The task :: Look through the records below and state how many lines carry the string "controls", adding nothing.

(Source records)
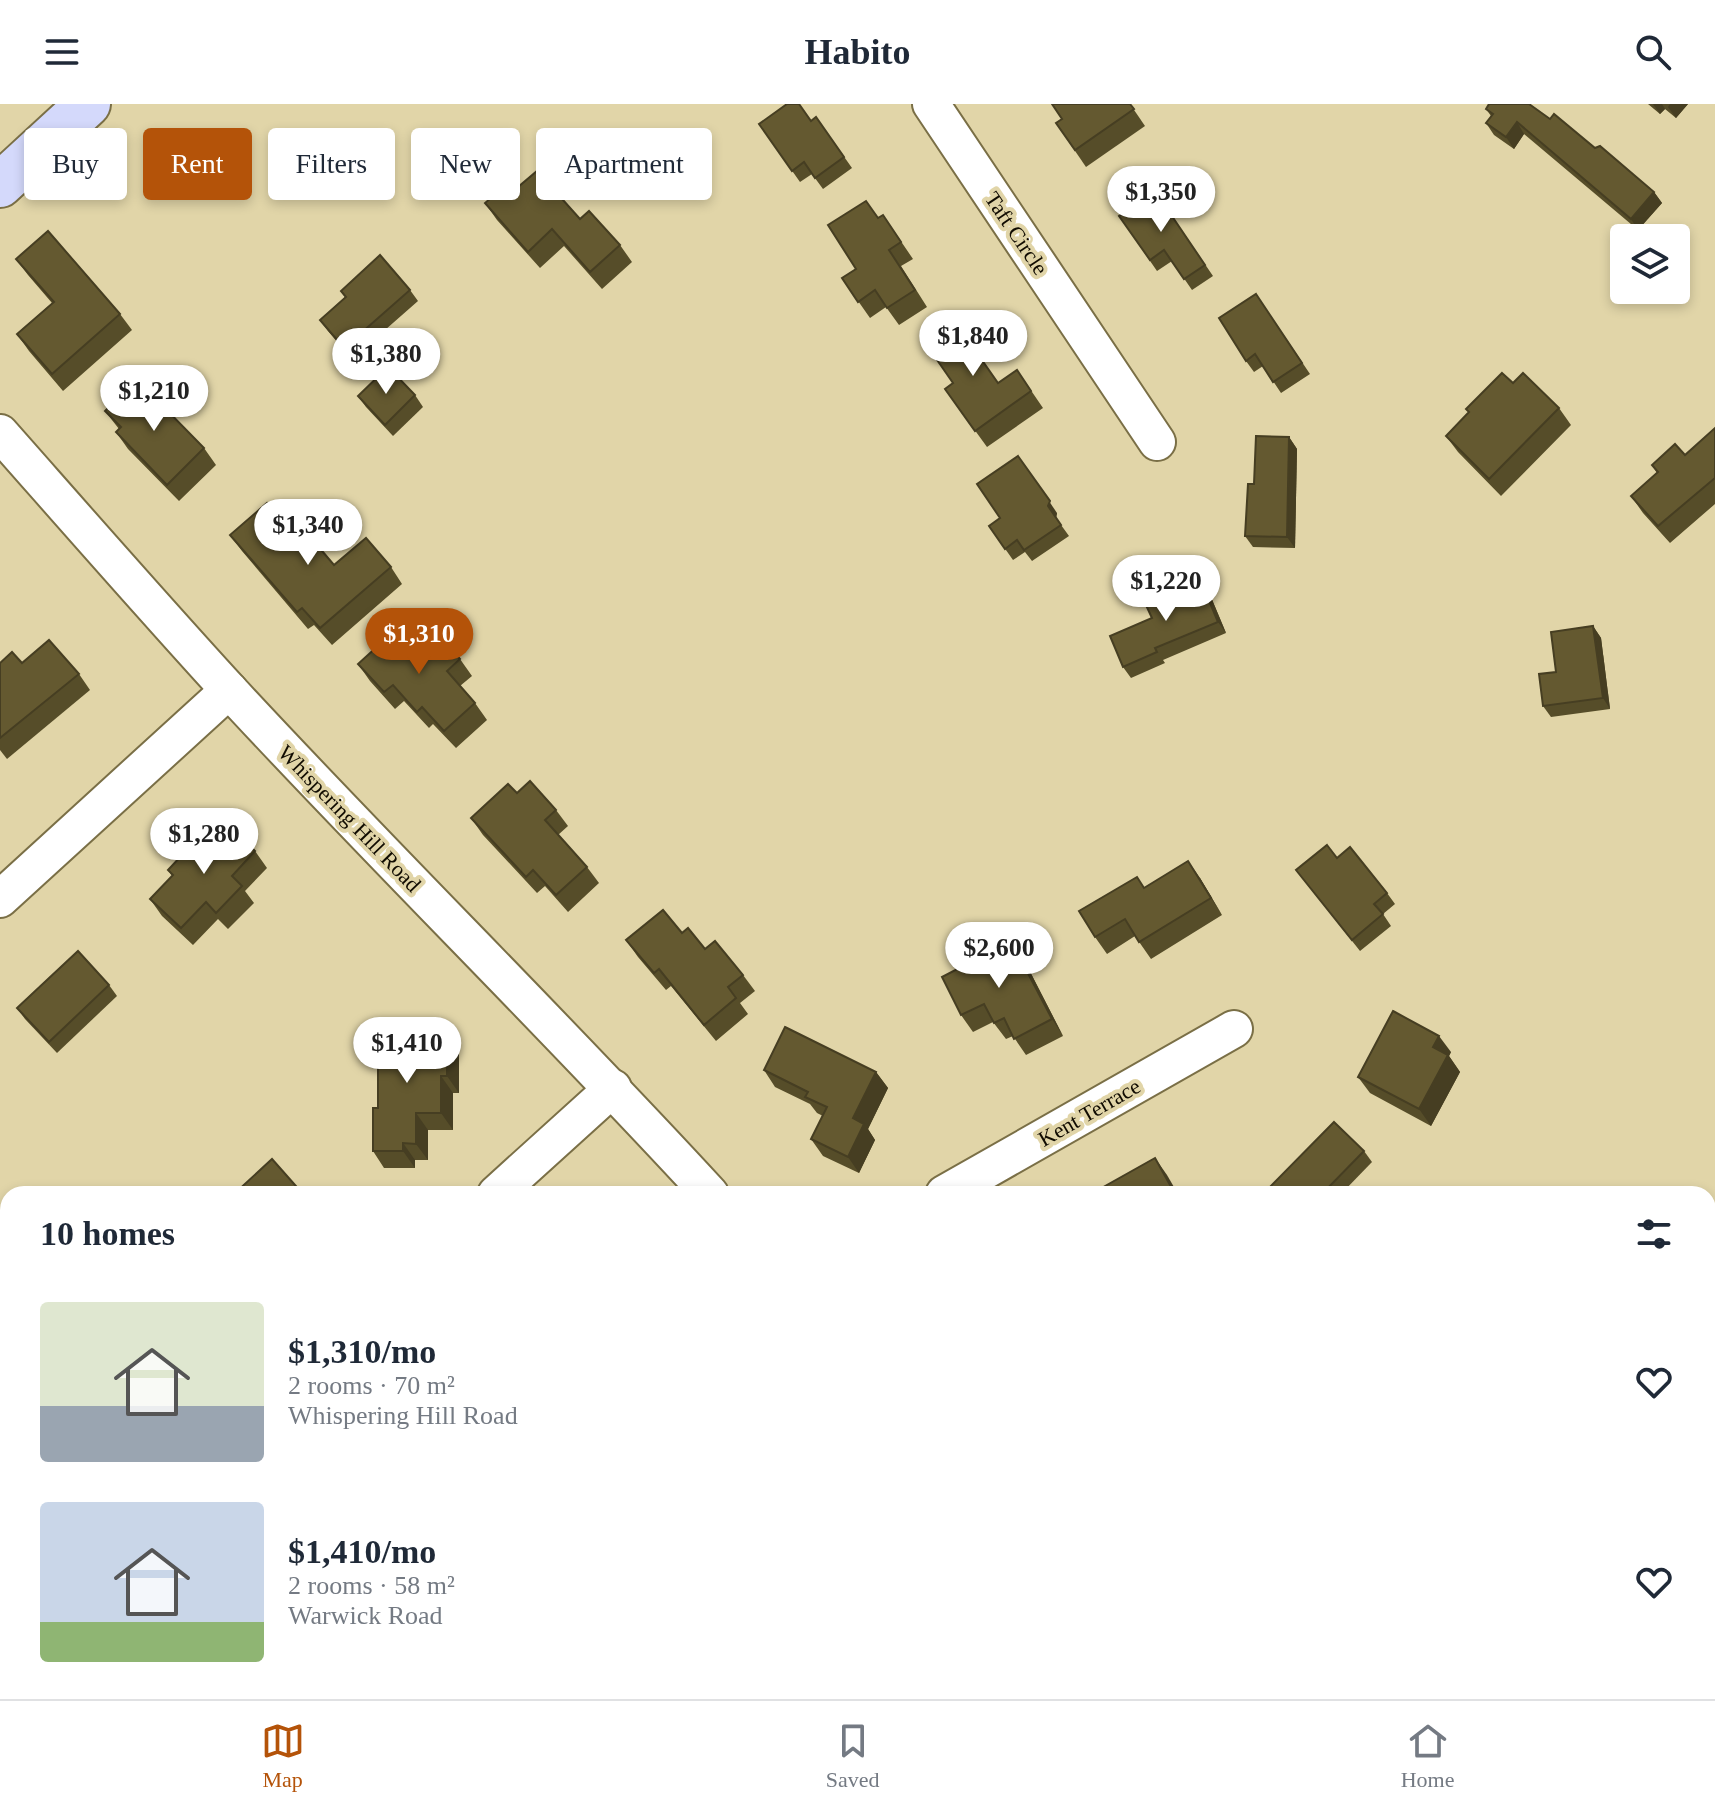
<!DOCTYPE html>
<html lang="en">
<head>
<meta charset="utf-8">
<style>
  :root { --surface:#fff; --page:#f2f2f3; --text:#1f2937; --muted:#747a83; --line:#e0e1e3; --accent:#b45309 }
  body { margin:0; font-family:Georgia,serif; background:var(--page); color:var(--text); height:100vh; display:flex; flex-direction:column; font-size:30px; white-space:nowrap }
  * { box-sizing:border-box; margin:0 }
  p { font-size:26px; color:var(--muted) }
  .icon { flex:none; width:44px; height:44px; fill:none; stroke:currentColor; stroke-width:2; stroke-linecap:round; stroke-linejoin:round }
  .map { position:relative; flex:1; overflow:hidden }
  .drawer { position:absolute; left:0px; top:1082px; width:1716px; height:514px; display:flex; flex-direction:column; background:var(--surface); border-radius:24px 24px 0 0; box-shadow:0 4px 12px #0003 }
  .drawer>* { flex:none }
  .top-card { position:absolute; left:24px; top:24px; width:800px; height:72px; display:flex; gap:16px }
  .controls { position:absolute; left:1610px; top:120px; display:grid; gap:16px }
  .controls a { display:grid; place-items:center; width:80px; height:80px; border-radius:8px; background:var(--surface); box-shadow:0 4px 12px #0003; font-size:40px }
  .price { position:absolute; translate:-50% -68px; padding:0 18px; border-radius:28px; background:#fff; color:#222; font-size:26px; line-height:52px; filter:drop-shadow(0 2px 4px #0008) }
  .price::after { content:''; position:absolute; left:50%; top:48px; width:24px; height:18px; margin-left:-12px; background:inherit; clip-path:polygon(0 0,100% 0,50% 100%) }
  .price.current { background:var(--accent); color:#fff }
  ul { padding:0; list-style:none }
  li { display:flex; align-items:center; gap:24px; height:200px; padding:0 40px }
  li span { display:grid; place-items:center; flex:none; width:224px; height:160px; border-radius:8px; color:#555 }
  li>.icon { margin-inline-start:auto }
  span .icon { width:96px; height:96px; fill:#fffc; stroke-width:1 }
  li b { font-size:34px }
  h2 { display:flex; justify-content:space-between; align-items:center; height:96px; padding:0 40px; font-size:34px }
  .tag { padding:0 28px; border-radius:8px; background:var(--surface); box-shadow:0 4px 12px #0003; font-size:28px; line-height:72px }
  .tag.current { background:var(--accent); color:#fff }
  header { display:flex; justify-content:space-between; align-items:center; height:104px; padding:0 40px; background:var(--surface); font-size:36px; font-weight:700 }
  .menu { display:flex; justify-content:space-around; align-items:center; height:112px; border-top:2px solid var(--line); background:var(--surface); font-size:22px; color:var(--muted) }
  .menu a { display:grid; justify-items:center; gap:4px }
  .menu .current { color:var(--accent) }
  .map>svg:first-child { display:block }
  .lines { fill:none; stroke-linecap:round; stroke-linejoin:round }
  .street-casing { stroke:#7a6f46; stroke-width:40 }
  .secondary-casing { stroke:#7a6f46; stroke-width:48 }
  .street { stroke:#fff; stroke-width:36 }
  .secondary { stroke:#d4d9fb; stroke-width:44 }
  .wall { fill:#564d29 }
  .shaded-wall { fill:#463e22 }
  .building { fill:#645930; stroke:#463e22; stroke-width:2 }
  .labels { text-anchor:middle; stroke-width:8; stroke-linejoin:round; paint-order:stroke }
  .street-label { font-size:22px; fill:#110c01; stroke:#e1d5a8 }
</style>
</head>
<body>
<header><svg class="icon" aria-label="menu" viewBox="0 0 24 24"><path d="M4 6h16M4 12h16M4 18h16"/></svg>Habito<svg class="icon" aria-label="search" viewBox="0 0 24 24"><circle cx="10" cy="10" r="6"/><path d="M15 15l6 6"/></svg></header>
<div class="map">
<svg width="1715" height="1595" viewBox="0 0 1715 1595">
  <rect width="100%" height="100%" fill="#e1d5a8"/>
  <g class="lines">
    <g class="street-casing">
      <g id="street">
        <polyline points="931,0 1157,338"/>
        <path d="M0,329C76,415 152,502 229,586C387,757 553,919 710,1090"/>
        <polyline points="0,795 229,586"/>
        <polyline points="496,1090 613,984"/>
        <polyline points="944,1090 1234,925"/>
        <polyline points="1708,1488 1715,1484"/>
        <polyline points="0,1538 8,1530"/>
        <polyline points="566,1595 570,1588"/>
        <polyline points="1547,1595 1557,1588"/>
      </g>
    </g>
    <g class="secondary-casing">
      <polyline id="secondary" points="0,81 88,0"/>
    </g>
    <use href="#street" class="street"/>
    <use href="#secondary" class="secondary"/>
  </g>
  <g class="wall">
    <polygon points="1130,0 1145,22 1086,63 1056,19"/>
    <polygon points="1648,0 1688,0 1676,14 1665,5 1660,10"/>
    <polygon points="1486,5 1550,15 1595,44 1654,88 1662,99 1638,126 1524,30 1514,45 1494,31 1486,19 1491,12"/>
    <polygon points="816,13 852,64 823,85 812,70 800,78 759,20 811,17"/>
    <polygon points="1155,87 1213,172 1192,186 1172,157 1157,167 1119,112"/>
    <polygon points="485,99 580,115 620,141 632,158 602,185 564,142 540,164 497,116"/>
    <polygon points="883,111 913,155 901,162 927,203 899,221 886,203 870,214 842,174 856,165 878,114"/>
    <polygon points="16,155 120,210 132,226 63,287 29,247 17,230 52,199 28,171"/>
    <polygon points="410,186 418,197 352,255 328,227 320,216 345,193 341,187"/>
    <polygon points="1256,190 1310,270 1281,289 1263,262 1254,268 1246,257"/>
    <polygon points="1017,266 1043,304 987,343 945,285 998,279"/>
    <polygon points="415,291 423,303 393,332 366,303 358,292"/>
    <polygon points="1559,304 1571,321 1501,392 1458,348 1446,332 1469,308 1466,305"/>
    <polygon points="105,307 204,344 216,361 179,397 128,345 116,328 119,325"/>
    <polygon points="1715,324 1715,400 1670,439 1643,409 1631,392 1657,369 1652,361 1685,351"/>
    <polygon points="1289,333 1297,345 1295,444 1253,443 1245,432 1254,380"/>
    <polygon points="1057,409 1056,414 1069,432 1032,457 1025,448 1013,456 989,422 1000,414"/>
    <polygon points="230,431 334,461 391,463 402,480 332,541 314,521 308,525 242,447"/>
    <polygon points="1208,486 1226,529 1163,556 1165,559 1131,574 1123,563 1152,514"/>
    <polygon points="1593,522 1601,534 1610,605 1551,613 1543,602 1556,568"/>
    <polygon points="429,549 460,555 472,572 460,582 475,599 487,616 456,644 433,620 429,624 404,597 395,605 370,577 358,560"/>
    <polygon points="0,559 22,559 79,570 90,586 7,655 0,646"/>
    <polygon points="517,689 556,706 568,722 558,731 587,763 599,779 568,808 545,782 537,789 483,731 471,714"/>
    <polygon points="202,740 255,747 267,764 245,787 254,799 228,825 218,815 193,841 162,812 150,795 172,772 168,766"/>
    <polygon points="1337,754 1387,789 1395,800 1383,810 1391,822 1360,847 1296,766"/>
    <polygon points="1200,774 1222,811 1151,855 1135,832 1107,850 1095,833 1145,784"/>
    <polygon points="682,829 743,871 755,887 740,899 748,910 716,937 671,882 666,886 638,853 626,836"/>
    <polygon points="1011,837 1023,854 1063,932 1026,951 1013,932 1006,935 993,918 973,928 961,911"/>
    <polygon points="109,881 117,892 57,949 25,915 17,904"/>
    <polygon points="459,945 459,989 453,989 453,1026 428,1026 428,1056 415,1056 415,1064 384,1064 373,1047 378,1004"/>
    <polygon points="1451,948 1449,952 1460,968 1431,1022 1370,989 1358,973"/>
    <polygon points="764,966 876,968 888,984 868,1025 875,1036 859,1069 823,1052 811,1035 823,1012 817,1009 810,1000 775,983"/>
    <polygon points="1364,1047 1372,1058 1341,1090 1263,1090"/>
    <polygon points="1715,1300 1715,1383 1713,1383 1708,1377 1708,1302"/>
    <polygon points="8,1321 8,1411 0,1419 0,1326 1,1328"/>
    <polygon points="108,1588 172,1588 176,1593 174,1595 114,1595"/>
    <polygon points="708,1588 717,1588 712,1592"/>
    <polygon points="1349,1588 1421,1588 1424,1593 1421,1595 1340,1595"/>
  </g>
  <g class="shaded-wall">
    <polygon points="1653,0 1662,0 1665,5 1660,10"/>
    <polygon points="1670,0 1688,0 1676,14 1668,3"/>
    <polygon points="1517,18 1524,30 1514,45 1506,33"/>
    <polygon points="1654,88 1662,99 1638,126 1631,115"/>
    <polygon points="1289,333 1297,345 1295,444 1287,433"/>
    <polygon points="1026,363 1057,409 1056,414 1048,402"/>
    <polygon points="1200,475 1208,486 1226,529 1218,518"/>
    <polygon points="1593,522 1601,534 1610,605 1603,594"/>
    <polygon points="1188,757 1200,774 1222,811 1211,794"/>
    <polygon points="1011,837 1023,854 1063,932 1052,915"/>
    <polygon points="447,928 459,945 459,989 447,972"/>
    <polygon points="1439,932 1451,948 1449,952 1460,968 1431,1022 1419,1005 1433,943"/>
    <polygon points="876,968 888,984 868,1025 875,1036 859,1069 848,1053 853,1014"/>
    <polygon points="441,972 453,989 453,1026 441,1009"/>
    <polygon points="416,1009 428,1026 428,1056 416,1040"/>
    <polygon points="403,1039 415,1056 415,1064 403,1047"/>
    <polygon points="1155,1054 1167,1071 1178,1090 1175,1090"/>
  </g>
  <g class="building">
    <polygon points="787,0 799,0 811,17 816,13 844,53 815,74 804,58 792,67 759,20"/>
    <polygon points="1052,0 1130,0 1134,5 1075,46 1056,19 1062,15"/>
    <polygon points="1489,0 1529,0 1550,15 1554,10 1595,44 1600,42 1654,88 1631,115 1517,18 1506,33 1486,19 1493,10 1486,5"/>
    <polygon points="537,67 580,115 589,107 620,141 590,168 552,125 528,148 485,99 512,76 518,83"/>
    <polygon points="1155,87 1205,161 1184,175 1164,146 1150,156 1119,112"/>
    <polygon points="866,97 878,114 883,111 901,138 889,146 915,186 887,204 875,186 858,198 842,174 856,165 828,121"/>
    <polygon points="48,127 120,210 52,270 17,230 54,198 16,155"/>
    <polygon points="380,151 410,186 344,244 320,216 346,193 341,187"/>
    <polygon points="1256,190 1302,259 1273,278 1255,250 1246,257 1219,214"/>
    <polygon points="954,216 998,279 1017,266 1031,287 975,327 945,285 953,279 924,237"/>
    <polygon points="388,263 415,291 385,321 358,292"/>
    <polygon points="1502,269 1513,279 1523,269 1559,304 1489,375 1446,332 1469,308 1466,305"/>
    <polygon points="134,279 148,293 151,290 204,344 167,381 116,328 121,323 105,307"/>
    <polygon points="1715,324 1715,374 1658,422 1631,392 1658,368 1652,361 1675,340 1685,351"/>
    <polygon points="1256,332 1289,333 1287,433 1245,432 1248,380 1254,380"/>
    <polygon points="1018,352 1050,397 1048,402 1061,421 1024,446 1017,436 1005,445 989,422 1000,414 977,380"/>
    <polygon points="267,399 303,441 311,434 334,461 366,434 391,463 320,524 302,504 297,508 230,431"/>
    <polygon points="1200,475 1218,518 1155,544 1157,548 1123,563 1110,532 1152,514 1145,499"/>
    <polygon points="402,520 429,549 443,536 460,555 447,567 475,599 444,627 422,603 417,608 393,581 384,588 358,560"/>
    <polygon points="1593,522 1603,594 1543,602 1539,570 1556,568 1551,528"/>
    <polygon points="49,536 79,570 0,634 0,559 12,548 22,559"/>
    <polygon points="530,677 556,706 545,716 587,763 556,791 533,766 526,773 471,714 508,680 517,689"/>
    <polygon points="224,717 255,747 232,772 242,782 216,809 206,798 181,824 150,795 173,771 168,766 197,735 202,740"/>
    <polygon points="1327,741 1337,754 1350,743 1387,789 1374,800 1383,810 1352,836 1296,766"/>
    <polygon points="1188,757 1211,794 1139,838 1125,815 1095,833 1079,807 1137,773 1144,784"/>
    <polygon points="663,806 682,829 688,824 705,845 715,837 743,871 728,883 736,894 704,921 659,865 654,869 626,836"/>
    <polygon points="1011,837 1052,915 1014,935 1004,914 994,919 984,900 961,911 942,873"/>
    <polygon points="78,847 109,881 49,938 17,904"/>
    <polygon points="1393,907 1439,932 1433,943 1448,951 1419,1005 1358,973"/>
    <polygon points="785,923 876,968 853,1014 864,1020 848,1053 811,1035 827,1003 805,993 808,988 764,966"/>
    <polygon points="378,928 447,928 447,972 441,972 441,1009 416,1009 416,1040 403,1039 403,1047 373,1047 373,1004 378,1004"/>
    <polygon points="1334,1018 1364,1047 1322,1090 1263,1090"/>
    <polygon points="1155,1054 1175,1090 1091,1090"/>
    <polygon points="272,1055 303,1090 234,1090"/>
    <polygon points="1715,1300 1715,1363 1708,1365 1708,1302"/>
    <polygon points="8,1321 8,1383 0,1391 0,1326 1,1328"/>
    <polygon points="111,1588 152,1588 144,1595 117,1595"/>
    <polygon points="1349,1588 1407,1588 1398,1595 1340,1595"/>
  </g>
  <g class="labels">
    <g class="street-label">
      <text transform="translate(1017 129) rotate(56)" y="8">Taft Circle</text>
      <text transform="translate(350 714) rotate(46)" y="8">Whispering Hill Road</text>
      <text transform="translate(1089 1008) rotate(-30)" y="8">Kent Terrace</text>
    </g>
  </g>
</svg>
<div class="controls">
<a><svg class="icon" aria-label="layers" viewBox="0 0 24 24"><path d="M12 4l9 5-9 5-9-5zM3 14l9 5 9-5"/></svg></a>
</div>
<b class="price" style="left:1161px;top:130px">$1,350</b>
<b class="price" style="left:973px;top:274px">$1,840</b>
<b class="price" style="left:386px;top:292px">$1,380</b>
<b class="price" style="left:154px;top:329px">$1,210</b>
<b class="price" style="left:308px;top:463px">$1,340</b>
<b class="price" style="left:1166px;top:519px">$1,220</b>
<b class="price current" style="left:419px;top:572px">$1,310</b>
<b class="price" style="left:204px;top:772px">$1,280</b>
<b class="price" style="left:999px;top:886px">$2,600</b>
<b class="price" style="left:407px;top:981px">$1,410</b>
<div class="top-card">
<a class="tag">Buy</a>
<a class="tag current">Rent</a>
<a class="tag">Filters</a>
<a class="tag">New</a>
<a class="tag">Apartment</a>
</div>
<section class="drawer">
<h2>10 homes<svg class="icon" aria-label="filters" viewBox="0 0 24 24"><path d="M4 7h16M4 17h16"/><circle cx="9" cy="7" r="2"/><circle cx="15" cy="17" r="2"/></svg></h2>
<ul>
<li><span style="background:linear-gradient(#dfe7d0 65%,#9aa5b1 0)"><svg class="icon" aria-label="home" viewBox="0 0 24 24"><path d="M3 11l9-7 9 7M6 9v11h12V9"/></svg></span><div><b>$1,310/mo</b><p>2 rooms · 70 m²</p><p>Whispering Hill Road</p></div><svg class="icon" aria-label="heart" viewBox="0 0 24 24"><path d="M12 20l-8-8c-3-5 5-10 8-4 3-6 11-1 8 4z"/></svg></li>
<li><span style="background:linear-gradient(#c9d6e8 75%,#8fb573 0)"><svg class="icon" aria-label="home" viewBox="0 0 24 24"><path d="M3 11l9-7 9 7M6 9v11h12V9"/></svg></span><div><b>$1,410/mo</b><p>2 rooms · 58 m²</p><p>Warwick Road</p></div><svg class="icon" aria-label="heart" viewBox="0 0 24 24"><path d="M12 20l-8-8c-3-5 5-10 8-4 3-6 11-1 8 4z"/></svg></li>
</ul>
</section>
</div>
<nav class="menu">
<a class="current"><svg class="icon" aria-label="map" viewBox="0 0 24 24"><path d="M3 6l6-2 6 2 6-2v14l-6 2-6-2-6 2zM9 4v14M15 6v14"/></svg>Map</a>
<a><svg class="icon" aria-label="saved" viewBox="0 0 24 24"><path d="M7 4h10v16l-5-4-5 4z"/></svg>Saved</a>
<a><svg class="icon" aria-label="home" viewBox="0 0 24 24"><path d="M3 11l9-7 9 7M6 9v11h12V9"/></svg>Home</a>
</nav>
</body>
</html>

Response to the exercise :: 3